### [Prompt]
Scan the lines below for "limit" and copy the matches.

━━━━━━━━━━━━━━━━

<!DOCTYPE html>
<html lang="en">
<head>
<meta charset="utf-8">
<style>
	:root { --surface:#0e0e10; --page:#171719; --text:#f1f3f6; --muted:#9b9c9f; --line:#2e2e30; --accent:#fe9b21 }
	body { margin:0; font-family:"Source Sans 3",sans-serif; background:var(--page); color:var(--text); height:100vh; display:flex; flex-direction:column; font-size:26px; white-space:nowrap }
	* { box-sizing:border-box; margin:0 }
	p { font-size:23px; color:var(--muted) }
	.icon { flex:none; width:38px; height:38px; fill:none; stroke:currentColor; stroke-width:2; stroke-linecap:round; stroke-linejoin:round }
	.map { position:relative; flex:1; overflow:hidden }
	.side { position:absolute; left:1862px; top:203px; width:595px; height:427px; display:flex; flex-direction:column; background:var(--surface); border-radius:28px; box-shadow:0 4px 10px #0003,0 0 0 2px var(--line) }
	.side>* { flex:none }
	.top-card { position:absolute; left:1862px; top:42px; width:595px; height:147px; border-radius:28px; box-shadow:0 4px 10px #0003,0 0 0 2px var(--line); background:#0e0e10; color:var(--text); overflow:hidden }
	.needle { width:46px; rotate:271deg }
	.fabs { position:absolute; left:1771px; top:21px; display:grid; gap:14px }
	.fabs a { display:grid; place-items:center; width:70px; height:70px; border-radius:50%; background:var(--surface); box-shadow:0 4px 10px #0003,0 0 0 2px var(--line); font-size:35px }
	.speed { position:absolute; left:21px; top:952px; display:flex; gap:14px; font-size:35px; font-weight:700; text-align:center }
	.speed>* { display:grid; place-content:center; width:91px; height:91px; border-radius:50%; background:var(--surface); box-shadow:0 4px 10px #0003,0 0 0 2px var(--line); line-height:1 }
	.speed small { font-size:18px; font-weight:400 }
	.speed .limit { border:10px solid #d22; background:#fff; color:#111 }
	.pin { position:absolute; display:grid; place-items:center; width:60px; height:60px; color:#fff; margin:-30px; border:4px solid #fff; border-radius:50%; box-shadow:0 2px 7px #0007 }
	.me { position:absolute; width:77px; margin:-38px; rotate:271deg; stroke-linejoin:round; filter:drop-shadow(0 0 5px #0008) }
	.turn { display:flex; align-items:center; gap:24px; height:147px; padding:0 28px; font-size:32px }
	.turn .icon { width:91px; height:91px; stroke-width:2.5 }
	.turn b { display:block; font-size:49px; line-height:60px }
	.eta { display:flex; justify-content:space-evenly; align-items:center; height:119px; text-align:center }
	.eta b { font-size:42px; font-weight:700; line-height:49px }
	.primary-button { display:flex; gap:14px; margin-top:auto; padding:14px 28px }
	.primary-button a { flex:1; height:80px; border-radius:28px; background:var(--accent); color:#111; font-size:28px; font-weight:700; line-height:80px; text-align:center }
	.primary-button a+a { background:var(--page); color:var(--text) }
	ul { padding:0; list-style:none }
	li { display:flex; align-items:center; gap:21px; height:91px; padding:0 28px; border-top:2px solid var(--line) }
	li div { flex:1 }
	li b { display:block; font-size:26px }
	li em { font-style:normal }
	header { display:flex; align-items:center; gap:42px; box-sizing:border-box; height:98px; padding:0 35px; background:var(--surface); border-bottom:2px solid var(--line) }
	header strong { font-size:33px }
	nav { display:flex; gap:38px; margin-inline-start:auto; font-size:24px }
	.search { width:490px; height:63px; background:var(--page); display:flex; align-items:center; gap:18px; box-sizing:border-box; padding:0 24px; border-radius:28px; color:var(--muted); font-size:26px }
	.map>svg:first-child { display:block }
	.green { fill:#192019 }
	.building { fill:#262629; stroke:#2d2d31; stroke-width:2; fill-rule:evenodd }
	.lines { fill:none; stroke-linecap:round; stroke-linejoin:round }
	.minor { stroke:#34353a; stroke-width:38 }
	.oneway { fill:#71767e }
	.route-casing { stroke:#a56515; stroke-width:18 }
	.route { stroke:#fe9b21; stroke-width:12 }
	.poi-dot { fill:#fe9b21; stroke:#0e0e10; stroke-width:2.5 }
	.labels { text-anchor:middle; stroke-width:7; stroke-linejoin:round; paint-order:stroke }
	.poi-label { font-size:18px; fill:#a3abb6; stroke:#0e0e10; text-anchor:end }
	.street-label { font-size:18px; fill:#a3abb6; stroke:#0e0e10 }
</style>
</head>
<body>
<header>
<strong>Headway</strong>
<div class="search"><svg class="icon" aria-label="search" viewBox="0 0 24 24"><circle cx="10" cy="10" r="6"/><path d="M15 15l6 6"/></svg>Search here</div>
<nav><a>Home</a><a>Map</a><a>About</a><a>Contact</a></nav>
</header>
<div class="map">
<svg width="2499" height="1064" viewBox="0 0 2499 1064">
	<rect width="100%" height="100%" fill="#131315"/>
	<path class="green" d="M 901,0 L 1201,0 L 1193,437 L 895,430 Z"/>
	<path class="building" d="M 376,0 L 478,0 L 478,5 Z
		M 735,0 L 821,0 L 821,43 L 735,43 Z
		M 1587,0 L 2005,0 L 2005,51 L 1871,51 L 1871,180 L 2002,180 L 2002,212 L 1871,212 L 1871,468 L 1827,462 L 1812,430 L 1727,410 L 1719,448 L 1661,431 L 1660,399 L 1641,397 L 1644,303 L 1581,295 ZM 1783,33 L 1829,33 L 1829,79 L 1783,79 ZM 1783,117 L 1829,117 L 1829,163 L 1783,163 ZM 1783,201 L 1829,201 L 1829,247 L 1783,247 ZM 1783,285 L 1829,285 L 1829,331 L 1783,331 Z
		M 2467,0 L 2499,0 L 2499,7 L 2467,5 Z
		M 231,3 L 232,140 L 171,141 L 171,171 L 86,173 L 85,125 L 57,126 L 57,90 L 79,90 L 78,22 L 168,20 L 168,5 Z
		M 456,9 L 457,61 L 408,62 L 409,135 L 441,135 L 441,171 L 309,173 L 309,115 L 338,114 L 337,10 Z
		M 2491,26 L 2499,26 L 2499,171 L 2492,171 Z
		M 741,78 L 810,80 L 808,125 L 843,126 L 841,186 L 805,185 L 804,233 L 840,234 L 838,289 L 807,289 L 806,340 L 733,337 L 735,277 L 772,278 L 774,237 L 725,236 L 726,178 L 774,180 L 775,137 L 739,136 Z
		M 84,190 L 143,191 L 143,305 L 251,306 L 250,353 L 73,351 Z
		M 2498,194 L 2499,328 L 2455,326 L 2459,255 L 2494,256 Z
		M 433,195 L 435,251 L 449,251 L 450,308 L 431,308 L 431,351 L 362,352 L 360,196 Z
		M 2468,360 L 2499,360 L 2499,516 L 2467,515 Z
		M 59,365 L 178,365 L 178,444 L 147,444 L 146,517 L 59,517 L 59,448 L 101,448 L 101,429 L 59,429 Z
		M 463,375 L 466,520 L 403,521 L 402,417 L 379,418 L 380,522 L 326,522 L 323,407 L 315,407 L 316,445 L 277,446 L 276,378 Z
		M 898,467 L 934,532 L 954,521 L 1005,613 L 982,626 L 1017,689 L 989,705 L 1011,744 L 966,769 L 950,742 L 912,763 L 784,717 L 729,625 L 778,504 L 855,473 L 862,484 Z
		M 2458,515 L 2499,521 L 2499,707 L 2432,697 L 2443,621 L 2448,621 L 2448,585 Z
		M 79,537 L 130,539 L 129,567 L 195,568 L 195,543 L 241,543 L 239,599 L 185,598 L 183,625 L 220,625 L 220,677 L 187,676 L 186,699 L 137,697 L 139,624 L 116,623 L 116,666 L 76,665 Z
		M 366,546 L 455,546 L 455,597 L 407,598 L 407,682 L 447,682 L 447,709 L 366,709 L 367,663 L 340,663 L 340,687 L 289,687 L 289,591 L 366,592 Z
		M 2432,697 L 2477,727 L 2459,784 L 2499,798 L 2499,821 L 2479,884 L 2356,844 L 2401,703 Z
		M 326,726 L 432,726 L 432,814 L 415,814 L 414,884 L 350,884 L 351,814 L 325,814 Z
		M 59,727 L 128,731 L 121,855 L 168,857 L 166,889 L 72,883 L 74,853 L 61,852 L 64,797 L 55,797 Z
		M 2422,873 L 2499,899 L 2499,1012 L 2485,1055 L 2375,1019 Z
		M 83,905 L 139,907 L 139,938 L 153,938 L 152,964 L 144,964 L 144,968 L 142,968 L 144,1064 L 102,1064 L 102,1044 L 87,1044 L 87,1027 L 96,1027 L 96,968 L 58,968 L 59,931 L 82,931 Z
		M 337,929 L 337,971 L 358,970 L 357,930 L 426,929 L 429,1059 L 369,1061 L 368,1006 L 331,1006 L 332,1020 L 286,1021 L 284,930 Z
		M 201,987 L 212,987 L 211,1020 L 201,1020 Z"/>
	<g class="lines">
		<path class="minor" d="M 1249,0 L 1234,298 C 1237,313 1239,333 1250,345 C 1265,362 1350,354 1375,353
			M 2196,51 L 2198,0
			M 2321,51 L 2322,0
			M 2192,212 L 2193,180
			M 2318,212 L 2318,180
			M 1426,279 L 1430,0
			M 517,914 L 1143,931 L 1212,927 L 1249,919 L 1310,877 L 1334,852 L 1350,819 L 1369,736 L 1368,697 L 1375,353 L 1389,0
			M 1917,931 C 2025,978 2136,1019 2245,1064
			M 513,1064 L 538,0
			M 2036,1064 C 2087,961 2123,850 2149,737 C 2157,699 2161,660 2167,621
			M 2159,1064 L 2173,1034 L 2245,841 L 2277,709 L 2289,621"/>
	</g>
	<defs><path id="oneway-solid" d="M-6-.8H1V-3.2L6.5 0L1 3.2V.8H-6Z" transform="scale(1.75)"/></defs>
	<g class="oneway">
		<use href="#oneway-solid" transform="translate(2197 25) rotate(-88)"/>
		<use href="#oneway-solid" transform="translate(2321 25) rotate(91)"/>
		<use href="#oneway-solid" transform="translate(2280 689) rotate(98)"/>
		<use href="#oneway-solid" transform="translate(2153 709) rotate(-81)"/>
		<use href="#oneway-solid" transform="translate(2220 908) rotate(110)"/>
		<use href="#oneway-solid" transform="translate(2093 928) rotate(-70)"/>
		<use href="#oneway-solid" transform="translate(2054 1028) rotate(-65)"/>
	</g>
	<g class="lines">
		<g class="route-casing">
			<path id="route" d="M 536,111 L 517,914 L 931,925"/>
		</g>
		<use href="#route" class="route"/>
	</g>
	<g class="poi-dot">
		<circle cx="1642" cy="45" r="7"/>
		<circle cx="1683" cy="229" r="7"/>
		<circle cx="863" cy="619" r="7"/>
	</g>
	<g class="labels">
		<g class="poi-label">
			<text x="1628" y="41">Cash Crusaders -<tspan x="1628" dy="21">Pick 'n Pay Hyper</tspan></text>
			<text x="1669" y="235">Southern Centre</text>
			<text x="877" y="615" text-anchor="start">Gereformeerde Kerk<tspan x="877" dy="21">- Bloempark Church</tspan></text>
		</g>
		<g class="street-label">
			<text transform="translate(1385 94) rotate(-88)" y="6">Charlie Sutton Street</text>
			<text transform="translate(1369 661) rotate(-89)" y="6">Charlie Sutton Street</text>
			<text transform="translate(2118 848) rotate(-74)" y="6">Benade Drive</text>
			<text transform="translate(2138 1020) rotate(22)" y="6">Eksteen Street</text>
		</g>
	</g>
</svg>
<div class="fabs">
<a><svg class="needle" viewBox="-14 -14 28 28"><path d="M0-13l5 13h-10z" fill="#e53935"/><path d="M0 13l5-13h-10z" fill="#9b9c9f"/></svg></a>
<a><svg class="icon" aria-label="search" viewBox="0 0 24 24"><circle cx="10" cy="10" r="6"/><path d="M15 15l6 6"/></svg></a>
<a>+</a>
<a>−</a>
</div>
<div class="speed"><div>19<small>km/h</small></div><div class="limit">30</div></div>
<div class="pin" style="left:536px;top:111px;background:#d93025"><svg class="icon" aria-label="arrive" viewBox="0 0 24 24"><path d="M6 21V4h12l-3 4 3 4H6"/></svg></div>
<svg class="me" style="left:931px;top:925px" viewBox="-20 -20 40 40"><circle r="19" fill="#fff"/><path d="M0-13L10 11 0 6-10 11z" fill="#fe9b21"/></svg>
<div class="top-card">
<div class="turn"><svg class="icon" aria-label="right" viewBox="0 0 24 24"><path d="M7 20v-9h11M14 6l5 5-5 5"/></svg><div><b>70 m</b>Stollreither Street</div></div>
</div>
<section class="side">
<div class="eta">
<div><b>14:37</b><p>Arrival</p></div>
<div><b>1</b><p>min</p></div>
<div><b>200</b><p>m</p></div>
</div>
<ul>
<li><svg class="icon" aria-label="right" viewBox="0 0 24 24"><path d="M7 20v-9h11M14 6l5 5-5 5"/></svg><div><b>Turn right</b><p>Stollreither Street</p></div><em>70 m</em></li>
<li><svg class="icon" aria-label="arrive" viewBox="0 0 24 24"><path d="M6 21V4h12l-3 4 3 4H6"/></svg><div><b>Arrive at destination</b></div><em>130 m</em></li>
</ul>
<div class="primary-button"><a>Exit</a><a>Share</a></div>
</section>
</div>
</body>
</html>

━━━━━━━━━━━━━━━━

### [Output for this exercise]
	.speed .limit { border:10px solid #d22; background:#fff; color:#111 }
<div class="speed"><div>19<small>km/h</small></div><div class="limit">30</div></div>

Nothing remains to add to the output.